"Said herself?"
"Yes—touching the size of her mill being double. That is, the model. But ah—dear me! It was all gone next day, and she talking quite wild like!" A note of fresh distress in her voice ended in a sigh. Then came a resurrection of hopefulness. "But she has not gone back to it now for some while, and Dr. Nash is hopeful it may pass off."
Gwen began to fear for her own sanity if this was to go on long. To sit there, facing this calm, sweet assurance of that dear old woman's flesh and blood, her own daughter, thick-panoplied in impenetrable ignorance; to hear her unfaltering condemnation of what she must soon inevitably know to be true; to note above all the tender solicitude and affection her every word was showing for this unknown mother—all this made Gwen's brain reel. Unless some natural resolution of the discord came, Heaven help her, and keep her from some sudden cruel open operation on the heart of Truth, some unconvincing vivisection of a soul!

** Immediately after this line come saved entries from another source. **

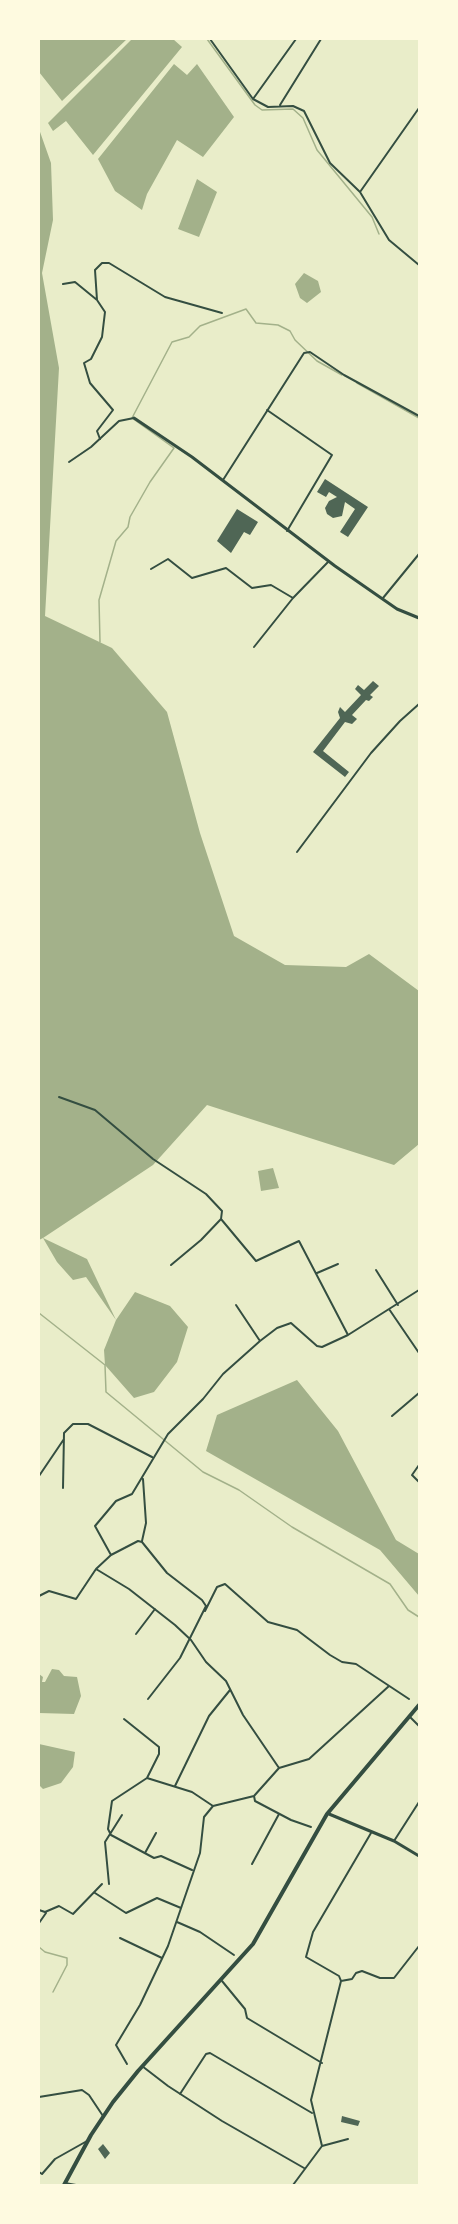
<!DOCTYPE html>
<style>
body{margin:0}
#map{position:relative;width:458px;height:2224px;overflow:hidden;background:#e9edc9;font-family:Montserrat,sans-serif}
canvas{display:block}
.frame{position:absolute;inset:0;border:40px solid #fefae0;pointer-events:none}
</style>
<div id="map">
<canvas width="458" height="2224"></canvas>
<div class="frame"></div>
</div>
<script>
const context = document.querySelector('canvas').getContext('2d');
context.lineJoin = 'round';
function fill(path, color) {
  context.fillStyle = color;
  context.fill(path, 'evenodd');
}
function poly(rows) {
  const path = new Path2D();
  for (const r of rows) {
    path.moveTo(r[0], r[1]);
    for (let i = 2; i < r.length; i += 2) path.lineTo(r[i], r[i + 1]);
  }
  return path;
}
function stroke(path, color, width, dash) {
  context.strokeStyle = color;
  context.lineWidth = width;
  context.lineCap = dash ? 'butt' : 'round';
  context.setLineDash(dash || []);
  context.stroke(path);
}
fill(poly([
 [39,39,127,39,62,101,39,72],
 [132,39,173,39,182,47,93,155,66,121,53,131,48,123],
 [174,64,187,75,197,64,234,117,203,157,177,140,147,194,142,210,115,191,98,159],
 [39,129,51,163,53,220,42,273,59,368,45,616,112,648,167,712,200,833,234,936,285,965,346,967,369,954,419,991,419,1144,394,1165,207,1105,153,1165,43,1238,87,1259,116,1320,135,1292,170,1306,188,1327,177,1362,154,1392,134,1398,105,1365,104,1350,116,1320,86,1277,73,1280,57,1262,43,1238,39,1240],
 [197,179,217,192,199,237,178,229],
 [304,273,318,281,321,292,307,303,300,298,295,284],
 [273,1168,279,1188,261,1191,258,1171],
 [297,1380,338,1431,396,1540,419,1554,419,1596,380,1550,206,1451,217,1415],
 [52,1669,59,1670,64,1676,77,1677,81,1696,74,1714,39,1713,39,1674,43,1677,42,1682,45,1682],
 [39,1744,75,1752,73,1767,61,1783,43,1789,39,1785]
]), '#a3b18a');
stroke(poly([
 [207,39,255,105,262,110,293,109,303,118,317,150,372,217,379,234],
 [357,383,419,418],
 [100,642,99,600,116,541,128,527,130,517,150,482,174,448,132,418,172,342,189,337,200,326,246,309,256,323,278,325,290,331,295,340,317,361,342,375],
 [39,1313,105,1365,106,1392,203,1472,239,1490,292,1527,390,1584,408,1610,419,1617],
 [39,1947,45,1952,67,1958,67,1965,53,1992]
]), '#a3b18a', 1.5);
fill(poly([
 [325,479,368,507,348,537,340,532,355,509,345,502,342,516,333,518,327,514,325,508,329,501,337,497,329,492,326,497,317,492],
 [237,509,258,522,250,535,244,532,231,553,217,541],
 [373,681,379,686,370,695,373,697,369,701,366,700,352,715,357,719,352,724,345,722,323,751,349,772,345,777,313,752,340,718,338,712,340,707,345,712,361,695,355,689,358,685,364,690],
 [342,2116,360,2121,358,2126,341,2122],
 [103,2144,110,2153,105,2159,98,2149]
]), '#4f6655');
stroke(poly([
 [210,39,253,99,268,107,293,106,304,111,330,163,360,192,389,240,419,265],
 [253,99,296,39],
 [280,105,321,39],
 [360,192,419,108],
 [63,284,75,282,97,300,105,312,102,337,91,359,84,363,90,383,113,410,97,431,100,439],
 [97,300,95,270,102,263,109,263,165,297,222,313],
 [267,410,332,455,287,531],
 [223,480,304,353,310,352,344,375,419,416],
 [151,569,168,559,192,578,226,568,252,588,271,585,293,598],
 [383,598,419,554],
 [254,647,293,598,329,561],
 [297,852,371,753,400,721,419,704],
 [59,1097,95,1110,153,1159,206,1194,222,1211,221,1219,256,1261,299,1241,348,1335],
 [171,1265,201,1240,221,1219],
 [376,1270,398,1305],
 [317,1273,338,1264],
 [236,1305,260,1341],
 [389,1309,419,1353],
 [419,1359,419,1365],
 [392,1416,419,1393],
 [419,1465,412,1475,419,1482],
 [39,1476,64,1439],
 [63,1488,64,1433,73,1424,88,1424,152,1457],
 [142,1541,146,1523,143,1479],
 [111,1555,138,1541,142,1542,167,1573,202,1600,206,1606,180,1658,148,1699],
 [96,1569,111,1555,95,1526,116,1501,132,1494,168,1434,203,1399,223,1374,260,1341,277,1328,291,1323,317,1346,322,1347,348,1335,419,1290],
 [39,1596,49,1591,76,1599,96,1569,129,1589,175,1625,191,1640,206,1662,226,1681,243,1715,279,1768,254,1796,255,1801,291,1820,311,1827],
 [205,1611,217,1587,225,1584,268,1622,297,1630,330,1655,342,1662,356,1664,409,1699],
 [136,1634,155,1609],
 [410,1717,419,1726],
 [124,1719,159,1747,159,1754,147,1778],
 [279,1768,309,1759,389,1686],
 [175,1786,209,1716,230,1690],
 [394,1841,419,1802],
 [145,1853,156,1833],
 [252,1864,279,1814],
 [192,1870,161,1856,154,1858,111,1835,108,1829,112,1801,147,1778,192,1792,213,1806],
 [109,1884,105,1842,122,1815],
 [95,1893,126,1913,157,1898,181,1908],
 [39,1910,45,1912,59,1906,73,1914,102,1884],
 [177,1922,200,1932,234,1955],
 [39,1923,46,1913],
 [120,1938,162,1958],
 [222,1981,245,2009,247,2018,322,2063],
 [341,1981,352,1979,356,1973,362,1971,380,1978,394,1978,419,1946],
 [127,2064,116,2045,140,2005,168,1946,200,1853,204,1817,213,1806,254,1796],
 [142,2066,168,2086,222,2121,304,2168],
 [180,2094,206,2054,210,2053,312,2113],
 [39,2097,82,2090,89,2095,103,2116],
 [322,2146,311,2100,341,1981,339,1976,306,1957,313,1932,371,1833],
 [39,2172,42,2174,55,2159,87,2141],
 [65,2183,76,2185],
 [293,2185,322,2146,348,2139]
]), '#344e41', 2);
stroke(poly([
 [69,462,91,447,119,421,134,418]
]), '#344e41', 2);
stroke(poly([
 [134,418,192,457,335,566,397,609,419,618],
 [329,1814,394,1841,419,1856]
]), '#344e41', 3);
stroke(poly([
 [64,2185,91,2135,113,2102,138,2071,253,1944,327,1814,419,1705]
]), '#344e41', 4);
</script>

For belief in the incredible, however true, flies from forced nurture in the hothouse of impatience.
Gwen felt for a new opportunity. "When you say that next day she began to talk wildly.... What sort of wildly? Are you sure it was so wild?"
Mrs. Thrale lowered her voice to an intense assurance, a heartfelt certainty. "Oh yes, my lady—yes, indeed! There was no doubt possible. When she was looking at the mill model she had got sight of two little figures—just dollies—that were meant for mother, and her sister who died in Australia—my real mother, you know, only I was but four years old—and the dear old soul went quite mazed about it, saying that was herself and her sister that died in England, and they were twins the same as mother and her sister. And it was not till she said names Dr. Nash found out how it was all made up of what we told little Davy last year...."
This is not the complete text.